» **WHAT THE EXERCISE ASKS**: Count the lines below in which "positions" appears, then give that number by itself.

[Stored items]
Start of Block
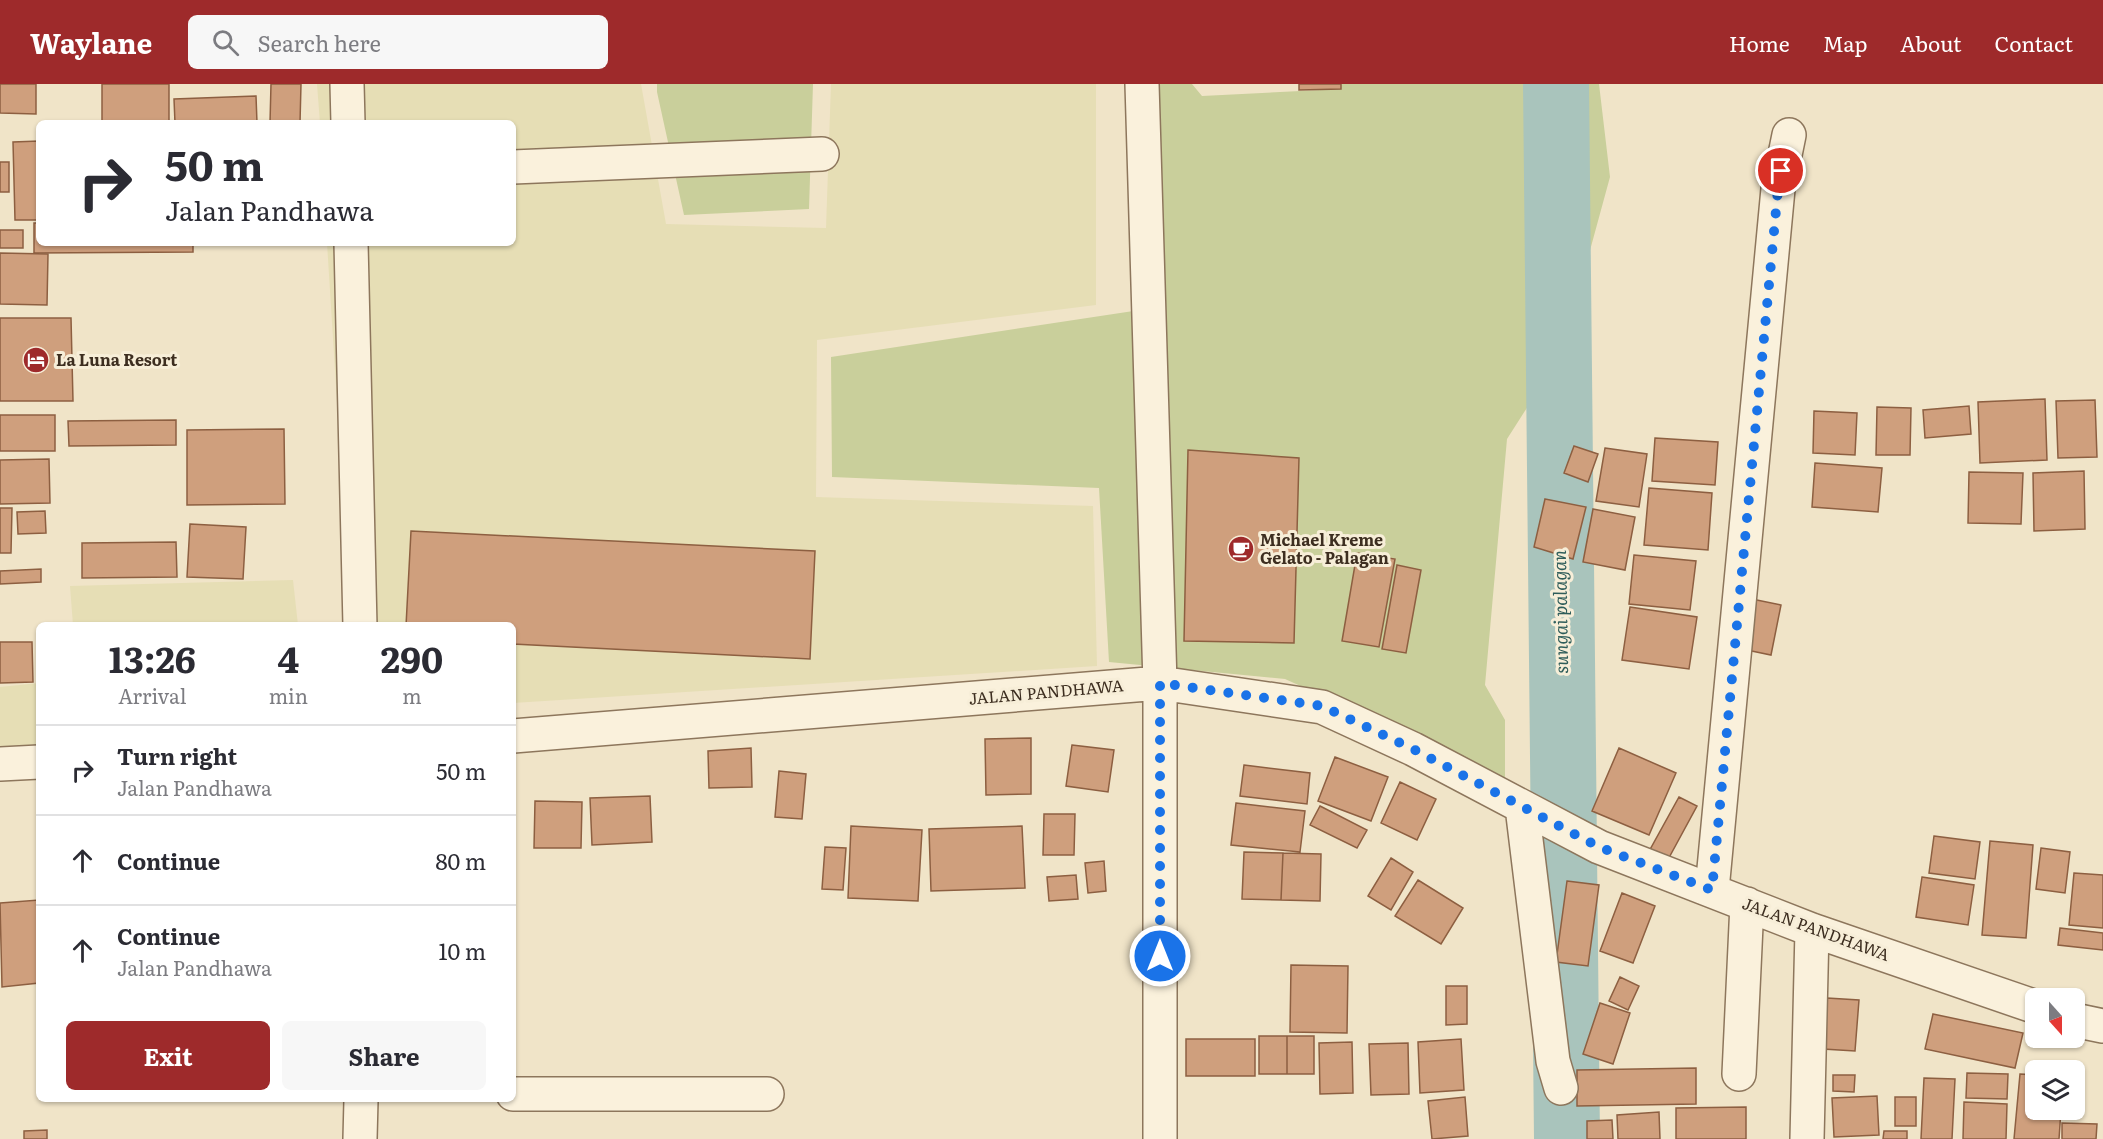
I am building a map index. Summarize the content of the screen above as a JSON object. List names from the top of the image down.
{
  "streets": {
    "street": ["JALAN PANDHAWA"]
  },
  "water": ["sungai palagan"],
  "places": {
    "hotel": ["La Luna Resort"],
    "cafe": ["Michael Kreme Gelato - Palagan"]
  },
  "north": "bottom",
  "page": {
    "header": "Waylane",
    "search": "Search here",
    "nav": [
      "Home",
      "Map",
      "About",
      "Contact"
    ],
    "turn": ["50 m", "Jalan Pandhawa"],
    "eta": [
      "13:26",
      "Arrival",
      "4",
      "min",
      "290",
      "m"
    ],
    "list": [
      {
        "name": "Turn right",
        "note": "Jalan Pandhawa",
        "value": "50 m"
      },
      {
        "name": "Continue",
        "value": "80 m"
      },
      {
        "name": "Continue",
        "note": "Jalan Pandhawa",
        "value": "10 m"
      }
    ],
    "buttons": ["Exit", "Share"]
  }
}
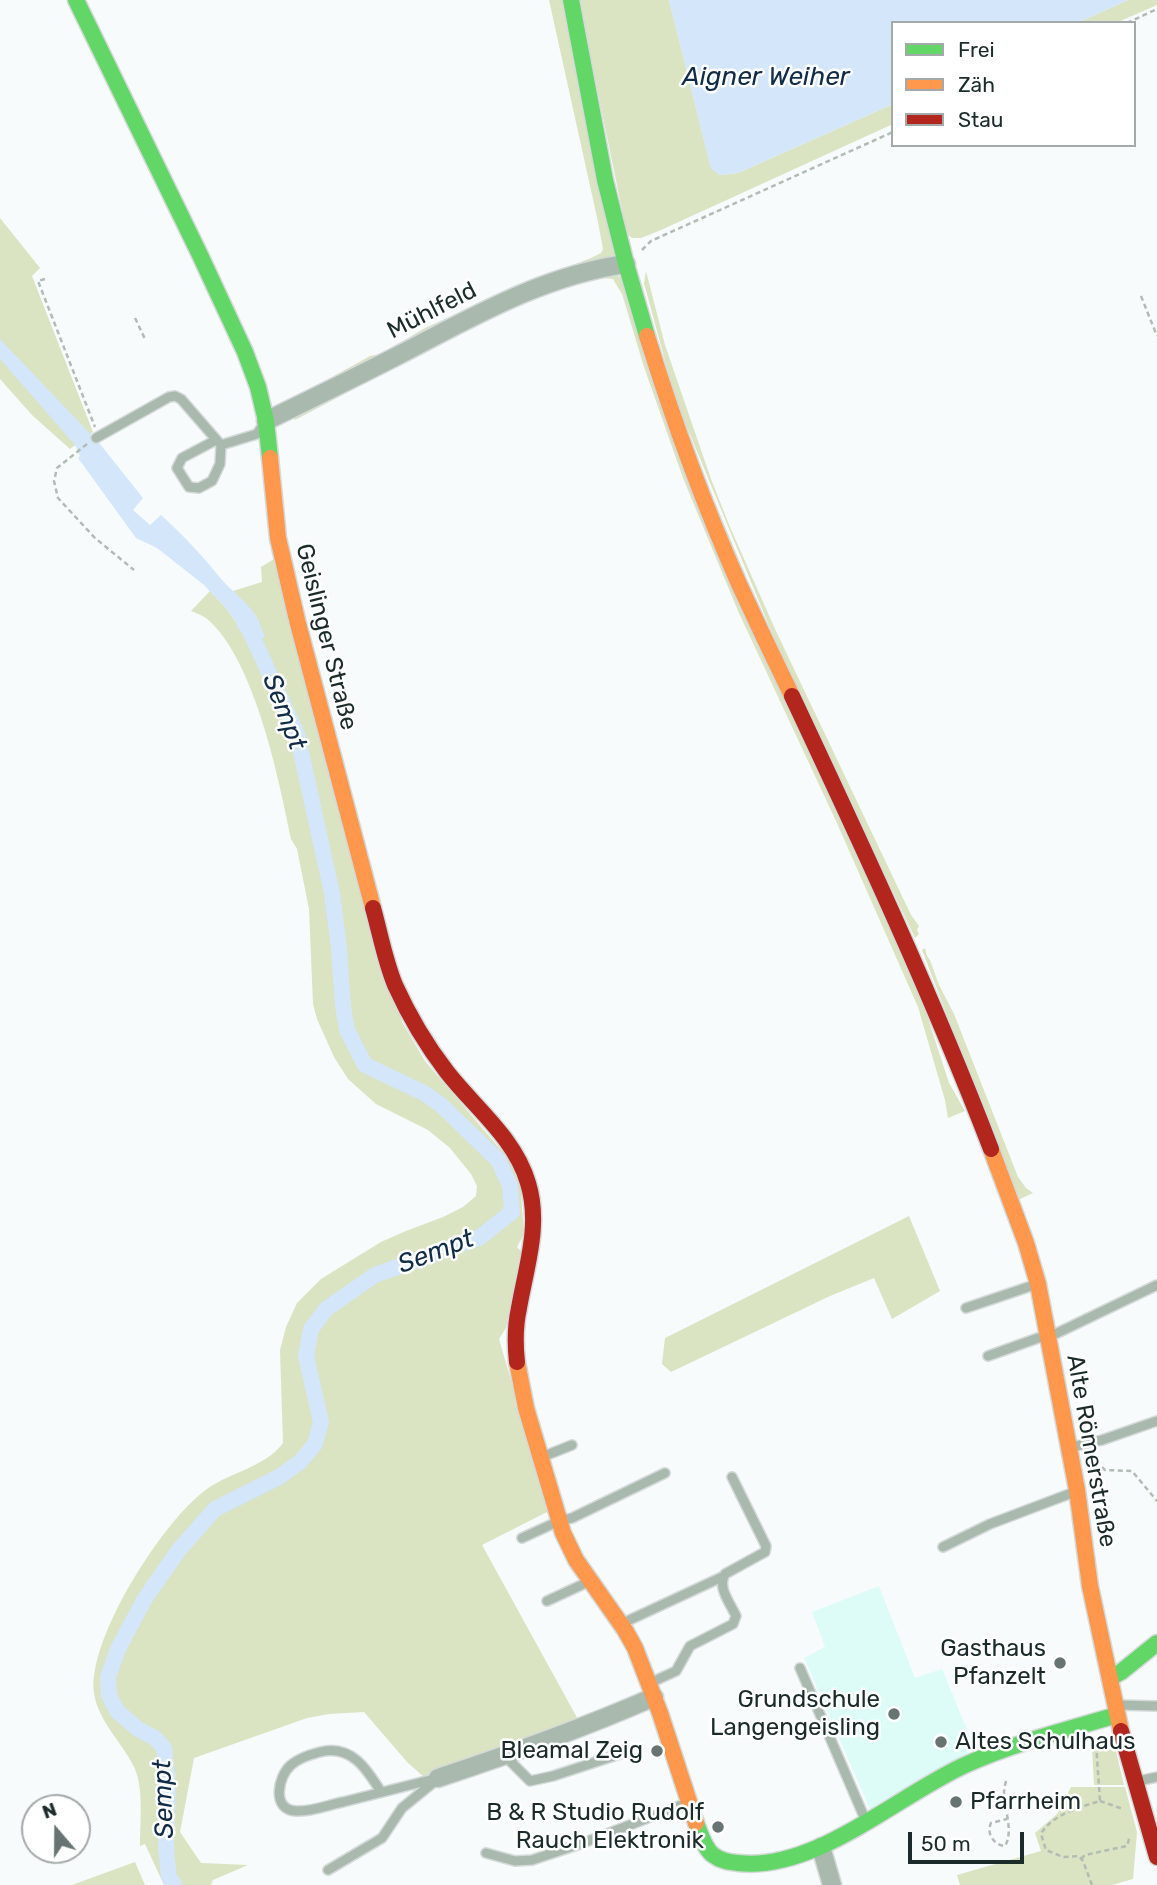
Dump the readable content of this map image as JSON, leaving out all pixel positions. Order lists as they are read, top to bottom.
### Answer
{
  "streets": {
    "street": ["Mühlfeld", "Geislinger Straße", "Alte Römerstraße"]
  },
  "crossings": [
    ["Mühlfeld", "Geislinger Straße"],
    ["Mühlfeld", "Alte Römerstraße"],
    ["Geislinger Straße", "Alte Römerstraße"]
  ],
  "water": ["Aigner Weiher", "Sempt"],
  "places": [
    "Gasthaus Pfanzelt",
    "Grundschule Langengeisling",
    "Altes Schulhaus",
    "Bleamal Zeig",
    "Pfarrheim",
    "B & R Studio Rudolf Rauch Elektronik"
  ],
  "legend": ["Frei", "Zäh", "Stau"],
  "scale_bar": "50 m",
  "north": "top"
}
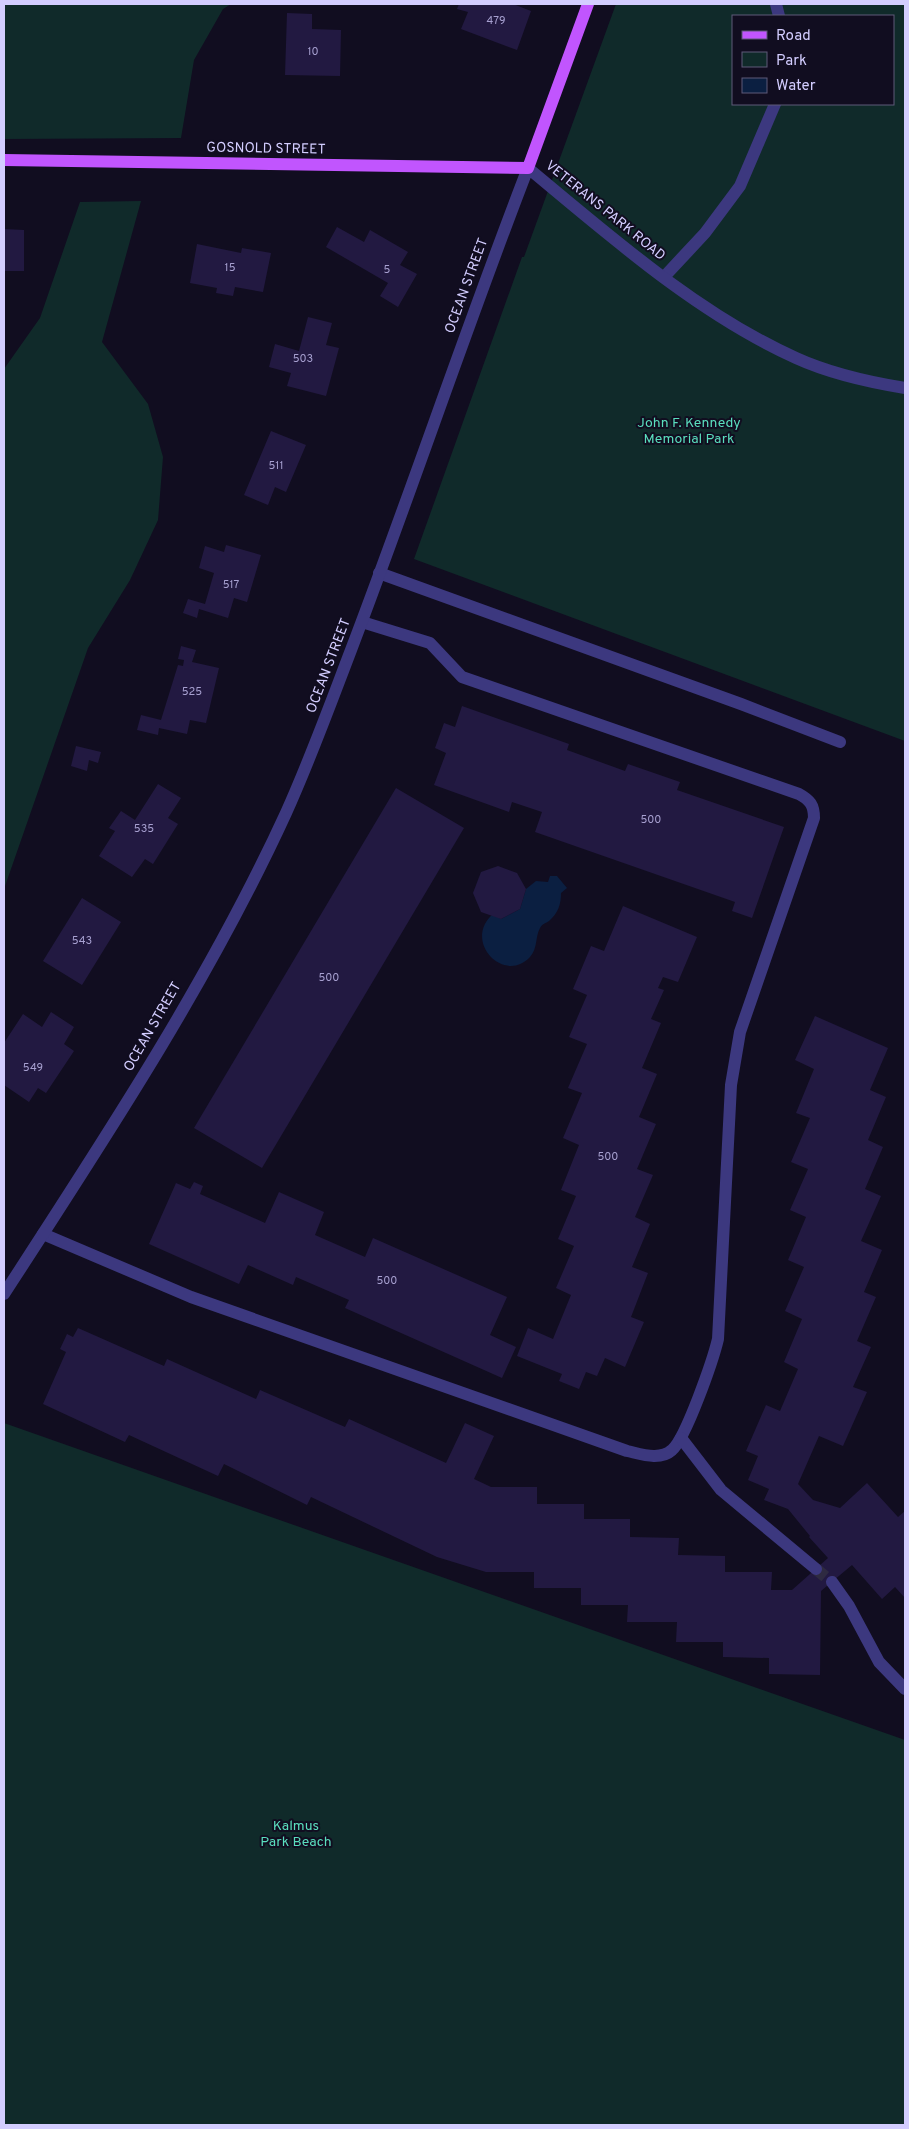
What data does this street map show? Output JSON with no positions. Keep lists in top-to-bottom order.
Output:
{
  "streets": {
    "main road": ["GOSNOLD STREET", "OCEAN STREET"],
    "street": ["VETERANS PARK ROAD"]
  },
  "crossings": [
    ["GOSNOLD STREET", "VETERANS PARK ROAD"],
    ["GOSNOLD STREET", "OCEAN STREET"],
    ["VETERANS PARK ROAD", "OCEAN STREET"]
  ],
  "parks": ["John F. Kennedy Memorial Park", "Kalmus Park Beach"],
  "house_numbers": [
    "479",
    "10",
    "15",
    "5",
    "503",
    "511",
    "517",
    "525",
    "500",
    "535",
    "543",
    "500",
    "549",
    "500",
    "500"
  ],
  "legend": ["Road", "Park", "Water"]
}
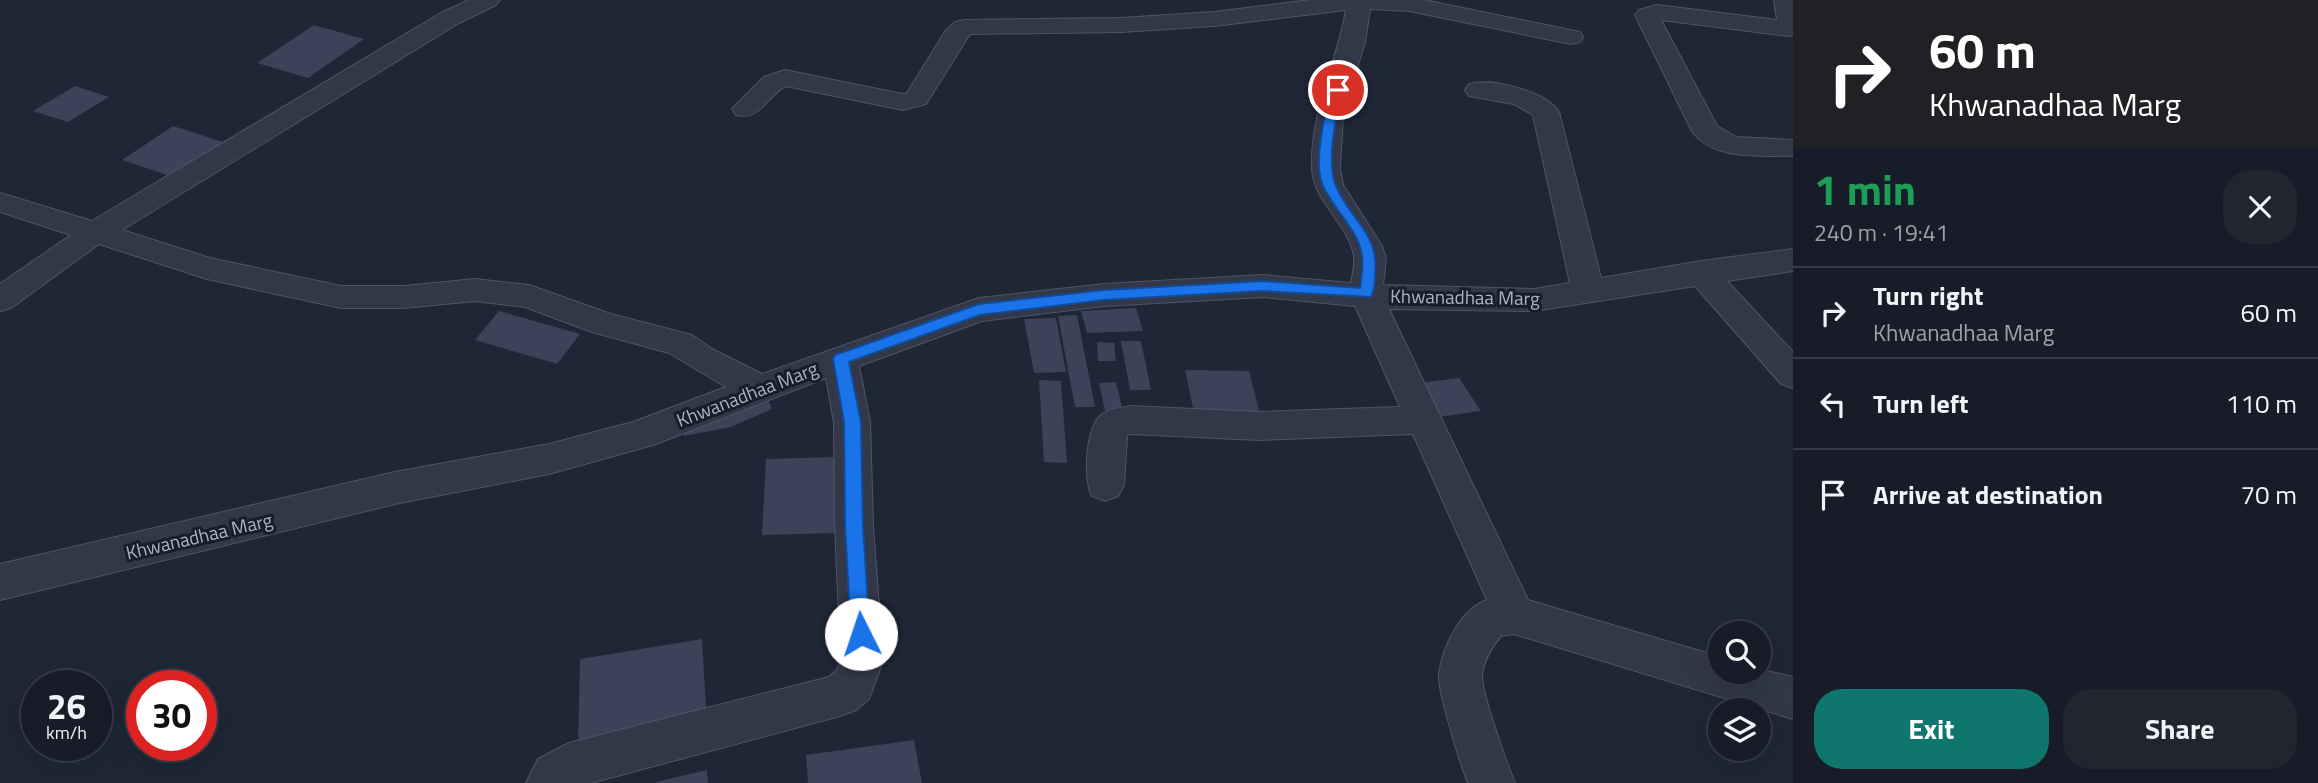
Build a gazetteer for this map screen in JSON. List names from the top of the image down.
End of Block
» **EXERCISE SOLUTION**: 2